Радостное ожидание… Масса удовольствия…
Вся жизнь была непрерывной цепью неудержимых приступов молодости. Его переполняли надежды. И в предчувствиях не слышалось никаких тревог. Даже туманно-странная философия Кьеркегора — «поэта-мыслителя особого рода», как называл себя этот несчастливый гений, освобождалась для двадцатичетырехлетнего Бора от своего безутешного отчаяния. Она оборачивалась к нему только влекущей своей человечностью — несеверной страстностью и возвышением духовного начала в грешном мыслящем существе. И хотя все в юном Боре чуждалось христианской мистики Кьеркегора, ему становилось настоятельно необходимо поскорее приобщить и Харальда к кьеркегоровской поэзии.
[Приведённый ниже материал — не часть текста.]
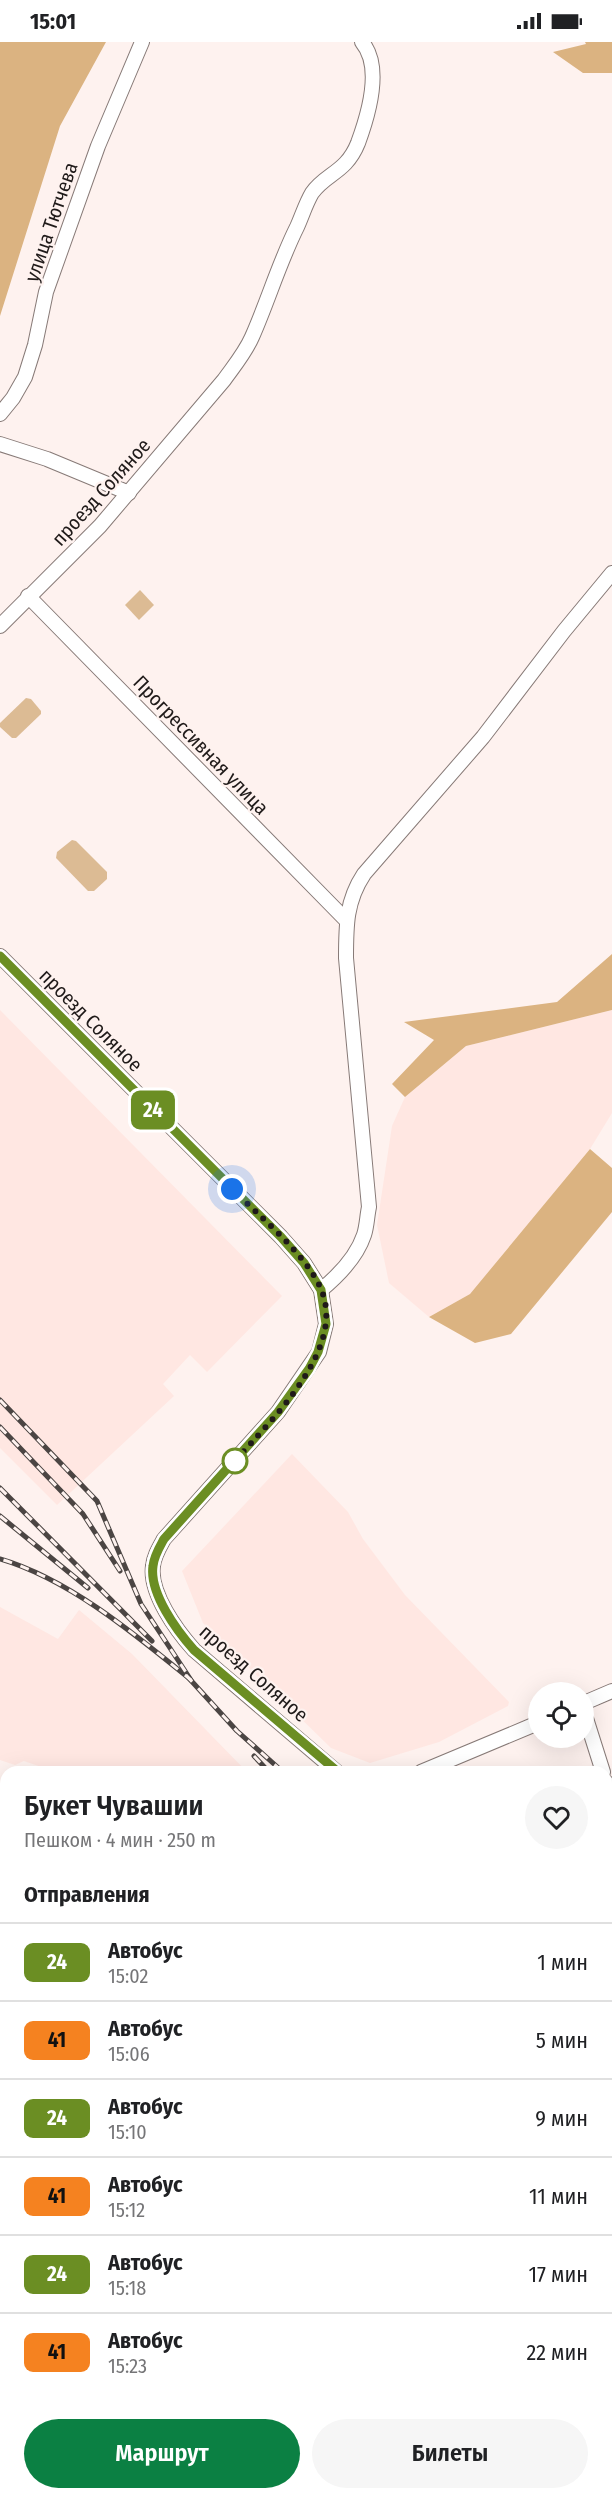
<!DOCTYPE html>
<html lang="ru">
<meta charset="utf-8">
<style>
:root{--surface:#fff;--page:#f6f6f6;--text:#202124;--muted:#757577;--line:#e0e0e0;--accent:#0b8043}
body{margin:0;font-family:"Fira Sans Condensed",sans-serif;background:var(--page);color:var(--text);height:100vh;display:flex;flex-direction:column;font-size:22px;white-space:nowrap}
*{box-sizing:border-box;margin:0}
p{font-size:20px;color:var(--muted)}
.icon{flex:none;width:33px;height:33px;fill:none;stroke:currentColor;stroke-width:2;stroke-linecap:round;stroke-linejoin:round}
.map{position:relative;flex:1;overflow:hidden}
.panel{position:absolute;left:0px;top:1724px;width:612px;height:734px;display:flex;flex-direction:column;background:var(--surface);border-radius:18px 18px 0 0;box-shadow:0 6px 24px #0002}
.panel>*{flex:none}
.badge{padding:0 12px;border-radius:9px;font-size:21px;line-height:39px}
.fabs{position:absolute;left:528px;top:1640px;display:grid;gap:12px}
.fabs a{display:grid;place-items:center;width:66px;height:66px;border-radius:50%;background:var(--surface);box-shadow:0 6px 24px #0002;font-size:30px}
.you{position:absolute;width:30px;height:30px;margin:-15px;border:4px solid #fff;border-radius:50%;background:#1a73e8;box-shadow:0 0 0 9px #1a73e833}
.map>.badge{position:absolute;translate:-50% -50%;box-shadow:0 0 0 3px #fff}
h2{padding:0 24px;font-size:22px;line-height:54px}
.round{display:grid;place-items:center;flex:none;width:63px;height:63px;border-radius:32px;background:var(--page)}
.headline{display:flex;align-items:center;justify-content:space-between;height:102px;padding:0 24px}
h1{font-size:28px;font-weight:600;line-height:45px}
.action{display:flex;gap:12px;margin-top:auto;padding:12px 24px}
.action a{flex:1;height:69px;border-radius:36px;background:var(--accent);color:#fff;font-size:24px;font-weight:600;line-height:69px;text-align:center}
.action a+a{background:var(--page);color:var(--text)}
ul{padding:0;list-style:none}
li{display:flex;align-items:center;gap:18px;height:78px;padding:0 24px;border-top:2px solid var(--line)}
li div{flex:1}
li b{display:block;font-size:22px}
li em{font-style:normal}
li .badge{min-width:66px;font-weight:700;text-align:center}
.status{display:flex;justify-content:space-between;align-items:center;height:42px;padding:0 30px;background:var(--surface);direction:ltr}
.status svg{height:16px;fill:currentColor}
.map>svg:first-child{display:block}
</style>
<div class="status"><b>15:01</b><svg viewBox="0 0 49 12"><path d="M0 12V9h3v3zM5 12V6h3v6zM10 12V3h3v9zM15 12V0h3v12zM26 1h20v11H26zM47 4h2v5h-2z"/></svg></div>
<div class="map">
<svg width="612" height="2456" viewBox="0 0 612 2456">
<rect width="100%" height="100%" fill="#fef2ef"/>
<g fill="#ffe7e2">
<polygon points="0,968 282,1254 207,1330 190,1313 163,1342 174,1354 57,1463 0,1406"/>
<polygon points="612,968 612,1071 590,1107 470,1252 429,1275 389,1241 377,1183 392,1084 405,1055 466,1004"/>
<polygon points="292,1412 348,1470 363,1497 405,1553 509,1660 508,1664 439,1700 370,1721 331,1706 203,1581 182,1529"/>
<polygon points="0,1565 58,1597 79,1568 132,1612 246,1729 53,1729 24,1719 15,1723 0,1718"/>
<polygon points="5,1776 6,1777 6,2165 0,2162 0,1779"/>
</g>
<g fill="#dcbb94">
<polygon points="140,548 154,563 139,578 125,563"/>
<polygon points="26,656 31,657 41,669 41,672 16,696 12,696 0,685 0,681"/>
<polygon points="72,798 76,799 107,830 107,837 94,849 88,849 56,816 57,810"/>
</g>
<g fill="#dbb381">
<polygon points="0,0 106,0 60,84 0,274"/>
<polygon points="585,0 612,0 612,31 583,31 553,10 586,2"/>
<polygon points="612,912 612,968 466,1004 405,1055 392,1042 434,998 404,980 557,960"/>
<polygon points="590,1107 612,1126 612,1170 511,1292 475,1301 429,1275 470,1252"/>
</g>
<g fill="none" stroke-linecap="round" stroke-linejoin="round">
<g stroke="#877a77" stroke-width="16">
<g id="minor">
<polyline points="0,372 13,356 25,335 35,303 46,250 98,104 142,0"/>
<polyline points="0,402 47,417 129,451"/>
<polyline points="28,554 346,878"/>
<path d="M0,584l100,-100 124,-146c10,-14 21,-27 28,-43 16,-36 27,-74 45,-110 5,-11 9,-24 15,-34 14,-20 34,-20 46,-50 10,-27 25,-76 4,-101"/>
<path d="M0,914l281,281 23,26 17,27 5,34 -7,28 -41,60 -114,127c-5,9 -10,17 -11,27 -4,27 24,65 41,84l143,122"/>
<path d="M321,1248c17,-14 36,-34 43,-55 3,-9 3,-19 5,-28l-23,-249c0,-32 0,-57 18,-84l119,-137 81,-106 48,-58"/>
<polyline points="584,1661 612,1649"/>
<polyline points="584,1670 603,1730"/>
<polyline points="421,1730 538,1681"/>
<polyline points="606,1740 612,1759"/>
</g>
</g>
<g stroke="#d2d1d1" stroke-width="19">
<g id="major">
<polyline points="0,2259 6,2261"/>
<polyline points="0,2276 6,2278"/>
<polyline points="493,2451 506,2456"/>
<polyline points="526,2451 541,2456"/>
</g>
</g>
<use href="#minor" stroke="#fff" stroke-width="14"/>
<use href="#major" stroke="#f8d9dc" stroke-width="16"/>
<g stroke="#4b4543" stroke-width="5">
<g id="rail">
<path d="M0,1358l97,101 44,103 50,76c-55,-45 -122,-101 -191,-121"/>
<polyline points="0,1385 83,1472 120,1529"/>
<polyline points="0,1446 152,1599"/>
<polyline points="0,1474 88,1546"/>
<polyline points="186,1633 237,1689 283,1730"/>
<polyline points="254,1714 269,1730"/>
<polyline points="0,1756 6,1758"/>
<polyline points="606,2055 612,2061"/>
<polyline points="606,2075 612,2081"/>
<polyline points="606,2112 612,2117"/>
</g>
</g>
<use href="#rail" stroke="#fef2ef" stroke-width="3" stroke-dasharray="9" stroke-linecap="butt"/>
</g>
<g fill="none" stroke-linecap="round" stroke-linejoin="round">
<g stroke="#fff" stroke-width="14">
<path id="line" d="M0,914l281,281 23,26 17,27 5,34 -8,28 -9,17 -31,43 -114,127c-5,9 -10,17 -11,27 -4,27 24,65 41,84l144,122"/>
</g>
<use href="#line" stroke="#6b8e23" stroke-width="9"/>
<path stroke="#1f1a19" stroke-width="6" stroke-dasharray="0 10.8" d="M232,1147c27,27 74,65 89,100 26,60 -50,131 -86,172"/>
</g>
<circle fill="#fff" stroke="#6b8e23" stroke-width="3" cx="235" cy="1419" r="12"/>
<g text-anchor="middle" stroke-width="4.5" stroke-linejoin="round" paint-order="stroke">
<g font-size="20" fill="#1f1a19" stroke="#fef2ef">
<text transform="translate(51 180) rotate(-71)" y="7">улица Тютчева</text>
<text transform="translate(101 450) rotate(-48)" y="7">проезд Соляное</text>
<text transform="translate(201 703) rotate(46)" y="7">Прогрессивная улица</text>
<text transform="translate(91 978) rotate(45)" y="7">проезд Соляное</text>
<text transform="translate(254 1631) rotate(41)" y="7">проезд Соляное</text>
</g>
</g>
</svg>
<div class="fabs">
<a><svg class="icon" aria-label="locate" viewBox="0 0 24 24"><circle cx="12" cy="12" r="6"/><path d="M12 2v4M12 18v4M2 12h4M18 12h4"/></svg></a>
</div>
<div class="you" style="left:232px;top:1147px"></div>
<b class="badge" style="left:153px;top:1068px;background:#6b8e23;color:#fff">24</b>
<section class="panel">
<div class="headline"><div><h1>Букет Чувашии</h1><p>Пешком · 4 мин · 250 m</p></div><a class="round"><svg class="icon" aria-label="heart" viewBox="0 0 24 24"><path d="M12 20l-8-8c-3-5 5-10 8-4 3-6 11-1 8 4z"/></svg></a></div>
<h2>Отправления</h2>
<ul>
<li><span class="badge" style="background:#6b8e23;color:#fff">24</span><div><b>Автобус</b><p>15:02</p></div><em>1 мин</em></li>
<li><span class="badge" style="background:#f58220;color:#111">41</span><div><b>Автобус</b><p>15:06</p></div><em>5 мин</em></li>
<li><span class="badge" style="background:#6b8e23;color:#fff">24</span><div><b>Автобус</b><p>15:10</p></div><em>9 мин</em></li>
<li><span class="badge" style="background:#f58220;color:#111">41</span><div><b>Автобус</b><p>15:12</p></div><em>11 мин</em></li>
<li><span class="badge" style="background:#6b8e23;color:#fff">24</span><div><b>Автобус</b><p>15:18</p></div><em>17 мин</em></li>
<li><span class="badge" style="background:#f58220;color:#111">41</span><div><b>Автобус</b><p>15:23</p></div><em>22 мин</em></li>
</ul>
<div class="action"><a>Маршрут</a><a>Билеты</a></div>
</section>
</div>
И однажды старики Мельгоры могли наблюдать, как он, обычно немного медлительный, выскочил из дома с маленькой книгой в руках и поспешно зашагал по направлению к почте.
Переписка с Харальдом — это было, пожалуй, лучшее, чем вознаграждали его те месяцы на острове Фюн за вынужденное уединение.
Они переписывались впервые, потому что впервые разлучились на долгий срок. (Не считать же недавней поездки Харальда в Англию на Олимпийские игры 1908 года.) Для обоих наступила разлука в квадрате: оба уехали из Копенгагена.
Нильс уехал первым. И уже в доме священника Мельгора он узнал, что в марте брат без труда стал магистром, а в апреле отправился совершенствоваться за границу. На Харальдовых конвертах и открытках появились немецкие марки со штемпелем достославного города математиков — Геттингена.
Там в конце апреля, еще не успев приобрести новых друзей, одиноко встретил Харальд свое двадцатидвухлетие. И лучшим противоядием против чувства заброшенности было для него письмо из захолустного Виссенбьерга. Оно явственно донесло голос Нильса:
«Тысяча поздравлений!.. Я буду так рад за тебя, если в Геттингене ты действительно сможешь развиваться как математик, наделенный индивидуальностью, и вообще сумеешь расти как личность…»
И Нильс, в свой черед, избавлялся от чувства заброшенности, когда долетал из Геттингена голос брата:
«Вот вернусь домой, передохну немного и с удовольствием покопаюсь в математической физике, чтобы оказаться способным следить за ходом твоей мысли, особенно во всем, что касается этих крошечных электронов».
Они, не скупясь, сообщали друг другу о своих занятиях и планах. Только Харальду даже длинные письма не стоили никаких усилий, а Нильсу даже короткие давались с трудом… Сохранился рассказ Харальда о том, как он увидел на письменном столе брата давно оконченное, но не отправленное письмо и спросил, отчего же тот медлит с отправкой? «Да что ты!» — услышал он в ответ. — Это же всего лишь один из первых набросков черновика!..» Харальд иногда в конце письма щадил Нильса: «Вообще говоря, ты можешь мне и не отвечать».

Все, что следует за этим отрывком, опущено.